Opportunities multiply with trip to India

Karen Herland

When Liselyn Adams embarked on a Quebec-organized trip to India last November, she was not entirely sure what would come out of it. As a participant, she had been asked to identify key resource people or institutions to connect or reconnect with. “You never know what is going to come up when you meet face-to-face,” said Adams, Vice-Provost, International Affairs.

The trip brought together leaders in the fields of business, aerospace research and development, and higher education as the three sectors of the “mission” to India in order to make connections and develop projects. The trip was headed by Raymond Bachand, Minister of Economic Development, Innovation and Export Trade.

Adams was part of the education contingent, led by Assistant Deputy Minister Hélène Tremblay, Ministry of Education, Sport and Leisure. “The connections made among people who go are as important as the connections made over there,” she said of the whirlwind tour that covered Mumbai, Bangalore, and Delhi in one week.

Concordia was represented in the research sector by Suong Hoa and Mamoun Medraj (both of Mechanical and Industrial Engineering). The science sector was specifically focused on aviation, a field for which Hoa’s work has been recently recognized (see Journal, Dec. 7). The trip allowed Concordia to strengthen ties with the Indian Institutes of Technology (IITs), well-regarded science and engineering facilities which have participated in student exchange programs.

“Because I had two people there to take care of the science and engineering contacts, I had the luxury of focusing on the humanities, fine arts and the social sciences,” Adams said.

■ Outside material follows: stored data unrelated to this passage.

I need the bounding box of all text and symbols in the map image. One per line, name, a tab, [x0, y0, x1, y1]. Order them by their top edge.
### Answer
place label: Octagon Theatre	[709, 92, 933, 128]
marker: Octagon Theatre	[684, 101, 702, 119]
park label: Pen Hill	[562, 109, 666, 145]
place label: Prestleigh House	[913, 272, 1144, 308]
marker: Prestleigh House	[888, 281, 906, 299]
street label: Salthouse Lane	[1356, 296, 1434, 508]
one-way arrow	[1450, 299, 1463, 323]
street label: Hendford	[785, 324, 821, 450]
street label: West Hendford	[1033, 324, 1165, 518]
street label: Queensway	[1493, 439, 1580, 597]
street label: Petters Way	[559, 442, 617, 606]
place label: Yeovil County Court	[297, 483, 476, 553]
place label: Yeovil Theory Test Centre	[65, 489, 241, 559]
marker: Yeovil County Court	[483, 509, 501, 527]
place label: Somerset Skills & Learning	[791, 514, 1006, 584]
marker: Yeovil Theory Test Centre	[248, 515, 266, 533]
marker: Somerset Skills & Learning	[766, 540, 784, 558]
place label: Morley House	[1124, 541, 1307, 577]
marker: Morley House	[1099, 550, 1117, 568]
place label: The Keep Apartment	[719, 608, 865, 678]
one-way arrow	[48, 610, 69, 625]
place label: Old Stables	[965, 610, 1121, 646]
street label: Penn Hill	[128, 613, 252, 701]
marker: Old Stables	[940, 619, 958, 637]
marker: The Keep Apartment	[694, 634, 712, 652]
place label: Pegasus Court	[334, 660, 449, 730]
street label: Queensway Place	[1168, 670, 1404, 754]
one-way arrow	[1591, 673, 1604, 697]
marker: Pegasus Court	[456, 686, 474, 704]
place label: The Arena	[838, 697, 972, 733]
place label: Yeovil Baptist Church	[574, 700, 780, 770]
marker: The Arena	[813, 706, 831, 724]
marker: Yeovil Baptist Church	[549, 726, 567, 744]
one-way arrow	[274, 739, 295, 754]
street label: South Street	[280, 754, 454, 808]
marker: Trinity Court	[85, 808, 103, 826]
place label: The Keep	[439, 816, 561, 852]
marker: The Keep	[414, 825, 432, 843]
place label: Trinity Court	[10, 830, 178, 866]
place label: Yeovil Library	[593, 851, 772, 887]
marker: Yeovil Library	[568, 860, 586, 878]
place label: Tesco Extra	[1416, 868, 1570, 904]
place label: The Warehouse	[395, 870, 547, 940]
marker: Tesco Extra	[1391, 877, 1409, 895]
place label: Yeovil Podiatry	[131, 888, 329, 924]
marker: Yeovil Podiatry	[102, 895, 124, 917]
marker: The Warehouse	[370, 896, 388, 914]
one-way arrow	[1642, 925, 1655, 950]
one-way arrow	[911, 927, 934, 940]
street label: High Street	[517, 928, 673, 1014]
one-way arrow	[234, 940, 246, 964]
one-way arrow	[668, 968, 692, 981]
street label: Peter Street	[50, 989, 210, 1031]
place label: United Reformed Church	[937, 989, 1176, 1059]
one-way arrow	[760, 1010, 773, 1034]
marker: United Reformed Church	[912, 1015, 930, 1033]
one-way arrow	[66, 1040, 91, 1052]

She was able to discuss the possibility of creating 2 + 2 programs (programs where students spend two years at Concordia and two years in a partner institution elsewhere) in Communications and Psychology, and there was strong interest in having one of Concordia’s actuarial mathematics programs offered in India.

She said that there was resonance with both in our Montreal Institute for Genocide and Human Rights Studies and in our Political Science Department. Faculty members there were also interested in the kinds of work that William Reimer (Sociology) and Marguerite Mendell (School of Community and Public Affairs) are doing in terms of economic and rural development. Joint research is already strong in translation studies, HIV/AIDS, biology and English.

Adams was able to connect with researchers involved in both Canadian and Quebec studies programs in various institutions. Overall she visited institutions as varied as the Tata Institute of Social Sciences, an exclusive program with 800 students guided by 150 faculty members, to the sprawling Delhi University, with a student population of 350,000.